Larry Cordle is neither kind. Loretta Lynn, Garth Brooks, and Alison Krauss have all recorded the Cordell, Ky. native’s work, and his “Murder on Music Row,” when cut by Alan Jackson and George Strait, quickly become the most important country song of its era.
But Cordle can hold his own as a singer when considered in the same class as his famous clients. With a wide-open, sonorous voice, Cordle has led Lonesome Standard Time on five albums since their 1992 debut, with 2004′s Lonesome Skynyrd Time being an album-length tribute to the band whose raucous side owes more than a little to the same hard-driving bluegrass evident in Cordle’s work.

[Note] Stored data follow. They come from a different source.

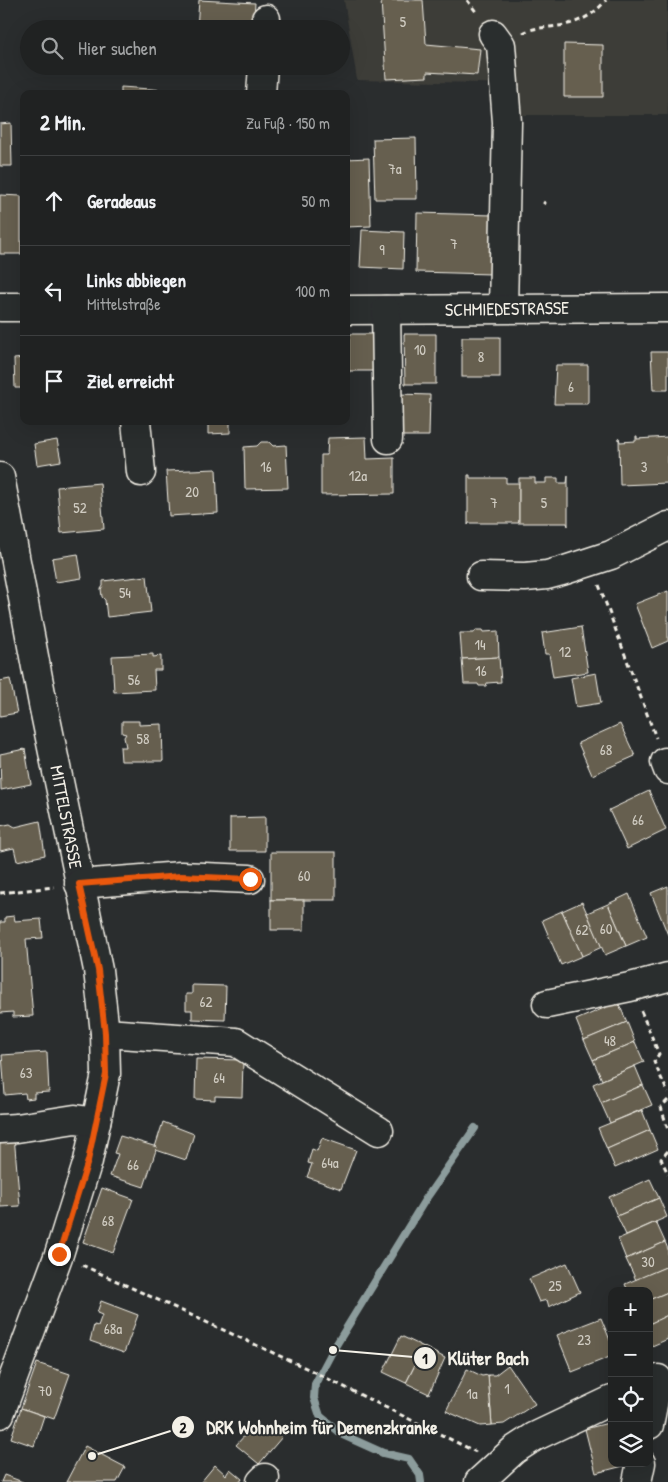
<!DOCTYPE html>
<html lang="de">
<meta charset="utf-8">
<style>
body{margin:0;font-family:"Patrick Hand",sans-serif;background:#2d2f2f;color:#f1f3f6}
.controls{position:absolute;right:15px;bottom:15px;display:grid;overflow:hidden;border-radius:10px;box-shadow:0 5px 20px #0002}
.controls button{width:45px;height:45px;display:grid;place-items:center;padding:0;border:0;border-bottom:1px solid #3d3f40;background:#202222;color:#f1f3f6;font:25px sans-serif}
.stop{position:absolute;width:15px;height:15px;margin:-11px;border:4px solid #ea580c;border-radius:50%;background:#fff}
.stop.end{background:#ea580c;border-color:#fff;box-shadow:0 1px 5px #0008}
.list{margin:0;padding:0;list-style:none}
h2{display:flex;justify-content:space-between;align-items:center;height:65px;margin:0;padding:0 20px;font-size:21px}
h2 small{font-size:16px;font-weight:400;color:#a2a4a5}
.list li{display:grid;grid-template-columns:32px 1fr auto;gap:15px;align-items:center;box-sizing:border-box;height:90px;padding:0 20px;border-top:1px solid #3d3f40}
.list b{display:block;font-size:19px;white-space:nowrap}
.list p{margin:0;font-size:16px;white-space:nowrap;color:#a2a4a5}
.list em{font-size:16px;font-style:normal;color:#a2a4a5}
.icon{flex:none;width:28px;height:28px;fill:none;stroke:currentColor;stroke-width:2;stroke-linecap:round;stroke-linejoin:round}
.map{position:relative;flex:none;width:668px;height:1482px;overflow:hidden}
.search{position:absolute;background:#202222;box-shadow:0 5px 20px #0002;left:20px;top:20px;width:330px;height:55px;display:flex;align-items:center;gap:12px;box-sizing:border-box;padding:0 18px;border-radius:28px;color:#a2a4a5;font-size:19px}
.panel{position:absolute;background:#202222;box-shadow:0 5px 20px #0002;left:20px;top:90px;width:330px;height:335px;border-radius:10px}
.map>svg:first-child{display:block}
.built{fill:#3c3c38}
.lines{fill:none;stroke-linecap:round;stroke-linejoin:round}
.stream{stroke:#8c9c9c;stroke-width:8}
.building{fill:#665f4f;stroke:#f4f1e8}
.minor-casing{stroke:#f4f1e8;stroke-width:31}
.path{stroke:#f4f1e8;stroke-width:3;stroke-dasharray:5 4;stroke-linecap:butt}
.minor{stroke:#2a2d2e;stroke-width:28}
.route{stroke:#ea580c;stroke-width:6}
.labels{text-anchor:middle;stroke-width:4;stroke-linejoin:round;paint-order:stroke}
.number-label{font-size:15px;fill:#d0ccc2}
.street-label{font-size:18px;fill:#f4f1e8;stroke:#2a2d2e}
.leader{fill:none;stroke:#f4f1e8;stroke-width:2}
.callout-dot{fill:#f4f1e8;stroke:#2a2d2e;stroke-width:2}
.mark-label{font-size:15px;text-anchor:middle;font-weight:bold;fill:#111}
.callout-label{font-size:19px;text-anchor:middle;font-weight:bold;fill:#f4f1e8;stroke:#2a2d2e;stroke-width:4;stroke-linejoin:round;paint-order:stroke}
</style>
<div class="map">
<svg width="668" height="1482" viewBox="0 0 668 1482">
<rect width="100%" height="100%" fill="#2a2d2e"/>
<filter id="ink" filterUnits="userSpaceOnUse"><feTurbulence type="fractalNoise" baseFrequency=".02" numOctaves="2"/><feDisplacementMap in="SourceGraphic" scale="10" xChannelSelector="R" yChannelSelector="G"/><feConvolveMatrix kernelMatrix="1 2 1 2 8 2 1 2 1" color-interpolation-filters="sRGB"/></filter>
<g filter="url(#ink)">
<path class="built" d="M344,0h323l1,115h-151l-1,-31 -159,-4z"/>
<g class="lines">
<path class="stream" d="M421,1482l-1,-7 -11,-16 -26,-6 -40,-18 -23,-19 -6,-18 1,-14 18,-34 92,-150 50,-72"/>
</g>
<g class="building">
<path d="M199,0l56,3 -2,26h-56z"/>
<path d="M381,0h42l3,44 54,5 -3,26 -50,-3v5l-41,2z"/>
<path d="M564,44l39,1v52h-39z"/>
<path d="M121,87l59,4v3h-59z"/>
<path d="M11,123l1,43h-12v-42z"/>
<path d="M416,138l1,61h-42l-2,-60z"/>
<path d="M369,158l2,68 -25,1v-68z"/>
<path d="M0,195l21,1v58h-21z"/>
<path d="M417,213l76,2 -1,59 -76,-2z"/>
<path d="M362,230l42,2 -1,37 -43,-2z"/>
<path d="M346,333l3,1v39h-3z"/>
<path d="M349,334h30l1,37h-31z"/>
<path d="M404,334h32v50h-31z"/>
<rect x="462" y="337" width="38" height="40"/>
<path d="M651,352h17v38h-15z"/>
<path d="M24,358v30h-9l-1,-29z"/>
<path d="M556,365h32v39h-34z"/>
<path d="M399,394l31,1 -1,41h-31z"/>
<path d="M208,421h22v12l-22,1z"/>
<path d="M636,436h1v3l31,-2v46l-48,2 -1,-47 1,4 16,-1z"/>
<path d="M366,437l1,22 27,-1v36l-73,1v-40h6l1,-17z"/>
<path d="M57,440l4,21 -24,4 -3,-21z"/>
<path d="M261,442h8l4,4 13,-1 2,43 -43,1 -1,-42 13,-1z"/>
<path d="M216,469l2,44 -49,3 -3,-45z"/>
<path d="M468,475h2v3h36v5h13v40h-50l-1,2z"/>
<path d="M568,475v51l-1,-3h-48v-45h16v5h11v-5h12v5h9z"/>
<path d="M100,483l4,46 -43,4 -4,-46z"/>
<path d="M78,554l4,24 -26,4 -4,-24z"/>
<path d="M147,576l4,36 -44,5 -2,-17 -3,-3 -1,-8 2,-3v-5z"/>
<path d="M668,591v50l-16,7 -17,-44z"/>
<path d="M581,627l7,45 -35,5 -4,-23h-4l-3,-21z"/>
<path d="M476,630h7l1,2 14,-1 1,26 -37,2 -2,-26h14z"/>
<path d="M153,654v3l8,-1v14h-7l1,20 -41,2 -2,-36z"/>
<path d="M499,657l2,25 -14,1 -1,3h-7l-1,-2h-14l-2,-25z"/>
<path d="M596,673l5,30 -25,4 -5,-29z"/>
<path d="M10,679l7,34 -17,3v-35z"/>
<path d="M122,721h17v4l23,-1 1,37h-42l-1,-14h6l-2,-10 2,-3 -4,-1z"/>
<path d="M620,724l15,32 -43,19 -14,-32z"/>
<path d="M25,749l6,35 -30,6 -1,-36z"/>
<path d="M649,791l17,39 -39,19 -18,-39z"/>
<path d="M265,817v34h-35v-33z"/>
<path d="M40,821l5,34 -28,6 -3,-13 -14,3v-25l10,-2 5,3z"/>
<rect x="271" y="852" width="65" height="48"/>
<path d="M668,886v49l-17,-42z"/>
<path d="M629,894l18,43 -21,9 -18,-42z"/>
<rect x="271" y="900" width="33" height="30"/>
<path d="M582,902l20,45 -20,9 -20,-45z"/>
<path d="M608,904l18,42 -21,9 -18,-42z"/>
<path d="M562,911l20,45 -21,9 -19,-45z"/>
<path d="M14,916l1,5 26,-2 2,19 -17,1 7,77 -20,1v-5l-13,1v-91h5v-5z"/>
<path d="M192,985l34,1 -1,34 -33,-1v-9h-6v-16h6z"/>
<path d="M618,1002l9,20 -43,18 -8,-20z"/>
<path d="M627,1022l8,20 -42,18 -9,-20z"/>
<path d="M635,1042l9,20 -42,18 -9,-20z"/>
<path d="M47,1052l2,40 -15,1v5l-8,1 -1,-6 -20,2 -3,-40z"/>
<path d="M196,1059l47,1 -1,37 -27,-1v4l-20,-1z"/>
<path d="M635,1066l8,19 -42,18 -8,-19z"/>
<path d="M643,1085l9,20 -42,18 -9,-20z"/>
<path d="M642,1110l8,20 -43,19 -9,-21z"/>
<path d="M163,1122l31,12 -8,26 -30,-10 1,-3h-2z"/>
<path d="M650,1130l8,19 -43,19 -8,-19z"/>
<path d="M14,1136l6,70 -20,1v-70z"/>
<path d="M120,1136l37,11 -13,40 -34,-11 8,-22 -4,-1z"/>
<path d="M322,1138l34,12 -15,39 -34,-12 5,-13 -4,-1 4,-14 5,2z"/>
<path d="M650,1179l9,19 -42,18 -8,-19z"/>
<path d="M102,1188l31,11 -20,54 -30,-11z"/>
<path d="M659,1198l8,19 -41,18 -9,-19z"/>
<path d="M656,1222l9,20 -39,17 -8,-20z"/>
<path d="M665,1242l3,7v17l-32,14 -10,-21z"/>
<path d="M567,1263l13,29 -31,15 -2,-7 -8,2 -10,-23z"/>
<path d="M668,1266v26l-19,8v-9h-21l-3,-7z"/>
<path d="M668,1292v23l-19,9v-24z"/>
<path d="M101,1301l37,14 -14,38 -34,-12 4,-16 4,1 4,-11 -5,-2z"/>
<path d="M668,1315v24l-16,7 -3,-7v-15z"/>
<path d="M601,1318l11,27v11l-40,16 -15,-37z"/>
<path d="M401,1336l23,11 -18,36 -23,-11z"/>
<path d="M424,1347l21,11 -16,36 -23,-11z"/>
<path d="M37,1363l33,11 -16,45 -33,-11z"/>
<path d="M508,1365l27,39 -31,20 -12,1 -4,-50h7z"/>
<path d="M467,1369l15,7 6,-1 4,50 -12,1 -34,-15z"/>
<path d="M21,1408l23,8 -10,30 -23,-8z"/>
<path d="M612,1422v41h23l-39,10 -11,-44z"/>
<path d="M256,1423l10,9 5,-5 11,10 -23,27 -23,-19z"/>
<path d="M85,1446l40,21 -8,15h-51z"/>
<path d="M215,1465l11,10 4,-6 12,10 -2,3h-39z"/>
<path d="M4,1475l19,7h-22z"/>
</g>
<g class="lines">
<g class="minor-casing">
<g id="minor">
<path d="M265,29l1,-10"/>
<path d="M493,34l8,11 6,77 -4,186"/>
<path d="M261,94l2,-28"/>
<path d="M0,307h24"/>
<path d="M346,310l322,-2"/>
<path d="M386,310l2,129"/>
<path d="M136,421l5,51"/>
<path d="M0,477l43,227 55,266 7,63 1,41 -18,87 -29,93 -59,160"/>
<path d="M481,576l44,1 22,-2 15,-4 49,-16 57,-29"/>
<path d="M665,762l3,8"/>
<path d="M79,884l102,-8 69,3"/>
<path d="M547,1004l83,-17 38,-10"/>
<path d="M105,1033l131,9 143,89"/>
<path d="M0,1129l17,-1 58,-9 21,3"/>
<path d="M649,1425l9,-46"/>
<path d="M261,1482l4,-4"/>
<path d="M479,1482l35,-32 20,-13 78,-37"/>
<path d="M637,1482l4,-19"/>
</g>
</g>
<g class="path">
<path d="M467,0l10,13"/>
<path d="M523,33c9,-5 18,-5 27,-6 23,-2 42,-9 56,-27"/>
<path d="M543,202l3,2"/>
<path d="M599,585l57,153"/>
<path d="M0,893l54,-6"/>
<path d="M641,1011l18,43 -5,8 14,31"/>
<path d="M668,1100l-7,7 7,23"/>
<path d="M668,1151l-7,8 7,15"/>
<path d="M82,1265l224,103 170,84"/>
</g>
<use href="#minor" class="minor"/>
</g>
</g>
<g class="lines" filter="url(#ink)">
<path class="route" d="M59,1254l29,-93 18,-87 -1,-41 -7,-63 -19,-86 102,-8 69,3"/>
</g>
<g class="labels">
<g class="number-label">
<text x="403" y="27">5</text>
<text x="395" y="174">7a</text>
<text x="454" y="249">7</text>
<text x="382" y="255">9</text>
<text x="420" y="355">10</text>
<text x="481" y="362">8</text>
<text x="571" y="392">6</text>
<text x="266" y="472">16</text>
<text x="644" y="472">3</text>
<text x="358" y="481">12a</text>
<text x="192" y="497">20</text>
<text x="494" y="508">7</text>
<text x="544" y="508">5</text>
<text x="80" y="513">52</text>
<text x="125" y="598">54</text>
<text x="480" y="650">14</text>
<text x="565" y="657">12</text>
<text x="481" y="676">16</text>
<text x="134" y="685">56</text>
<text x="143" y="744">58</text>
<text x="606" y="755">68</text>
<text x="638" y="825">66</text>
<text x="304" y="881">60</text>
<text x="606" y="934">60</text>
<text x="582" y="935">62</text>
<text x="206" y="1007">62</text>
<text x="610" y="1046">48</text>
<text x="26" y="1078">63</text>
<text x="219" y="1083">64</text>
<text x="330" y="1168">64a</text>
<text x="133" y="1170">66</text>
<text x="108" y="1226">68</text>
<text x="648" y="1267">30</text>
<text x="555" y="1291">25</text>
<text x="113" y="1334">68a</text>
<text x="584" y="1345">23</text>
<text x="507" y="1394">1</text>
<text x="45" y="1396">70</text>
<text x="472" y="1399">1a</text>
</g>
<g class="street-label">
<text transform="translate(507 309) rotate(-1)" y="6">SCHMIEDESTRASSE</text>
<text transform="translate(66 817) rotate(79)" y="6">MITTELSTRASSE</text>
</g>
</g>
<path class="leader" d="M333 1350L425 1358M92 1456L183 1427"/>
<g class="callout-dot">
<circle cx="333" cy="1350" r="5"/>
<circle cx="92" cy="1456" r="5"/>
<circle cx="425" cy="1358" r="12"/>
<circle cx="183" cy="1427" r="12"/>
</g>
<g class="mark-label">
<text x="425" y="1364">1</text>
<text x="183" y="1433">2</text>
</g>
<g class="callout-label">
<text x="488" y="1365">Klüter Bach</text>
<text x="322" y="1434">DRK Wohnheim für Demenzkranke</text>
</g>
</svg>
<div class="controls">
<button>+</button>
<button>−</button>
<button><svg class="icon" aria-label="locate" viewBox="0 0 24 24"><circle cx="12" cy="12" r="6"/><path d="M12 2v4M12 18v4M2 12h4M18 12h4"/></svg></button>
<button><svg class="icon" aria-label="layers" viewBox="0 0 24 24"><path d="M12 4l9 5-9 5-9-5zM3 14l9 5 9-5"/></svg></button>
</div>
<div class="stop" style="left:250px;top:879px"></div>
<div class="stop end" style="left:59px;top:1254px"></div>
<div class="search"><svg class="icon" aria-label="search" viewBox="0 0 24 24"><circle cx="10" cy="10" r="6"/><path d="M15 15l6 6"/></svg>Hier suchen</div>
<section class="panel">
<h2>2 Min.<small>Zu Fuß · 150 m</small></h2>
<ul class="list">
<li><svg class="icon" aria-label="ahead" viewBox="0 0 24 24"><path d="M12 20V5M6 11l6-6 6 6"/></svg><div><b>Geradeaus</b></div><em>50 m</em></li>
<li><svg class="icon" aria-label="left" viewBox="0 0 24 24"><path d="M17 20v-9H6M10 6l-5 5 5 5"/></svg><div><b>Links abbiegen</b><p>Mittelstraße</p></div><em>100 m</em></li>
<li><svg class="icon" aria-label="arrive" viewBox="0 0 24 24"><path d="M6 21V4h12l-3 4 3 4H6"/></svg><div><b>Ziel erreicht</b></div></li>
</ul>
</section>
</div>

Took Down and Put Up has 13 tracks, nine either a Cordle original or co-write. However, it kicks off with Booie Beach’s lead guitar and Kim Gardner’s Dobro introducing Jim Rushing’s “I Can’t Lose What I Never Had,” which builds to an emotional and musical crescendo halfway through the track and ends with a strong vocal tag – from Cordle, mandolinist Chris Davis on tenor vocal and bassist Mike Anglin on bass vocal – that sets the tone for more fine harmonies to follow.
Chris Stuart’s “The First Train Robbery” is next, marked by Kristin Scott Benson’s tough banjo and Anglin’s thumping bass. Guest fiddler Jenee Fleenor sets the ominous mood for “Hole in the Ground,” Cordle’s able take on the customary coal-mining dirge.
“B.Y.O.B.,” “Old Cheater’s Blues,” “’67 Chevy Malibu,” and “Rough Around the Edges,” which has Travis Tritt duet with Cordle, are also strong bluegrass cuts, with just enough of that Skynyrd-style boogie to make it sound fresh.
By contrast, the Skynyrd track “Mississippi Kid” is a mid-tempo one, here played much like the original in a loping country blues groove.
My personal favorites are “Hero of the Creek” (it’s opening line “He had the biggest muscles of anyone around / Smoked cigarettes and had a mustache at fifteen” makes me laugh every time) and “I’m a Lie,” the type of song that would be unbearably preachy if not for Cordle’s writing wit and sly vocal.
“A Song for Keith” is a tender, stripped down tribute to, of course, Keith Whitley, Cordle’s voice full of honest sadness. “A Visit with an Uncle” is just Cordle and his guitar on another sentimental-in-a-good-way song that leaves you wishing that there was a show called VH1′s Storytellers: Bluegrass Edition.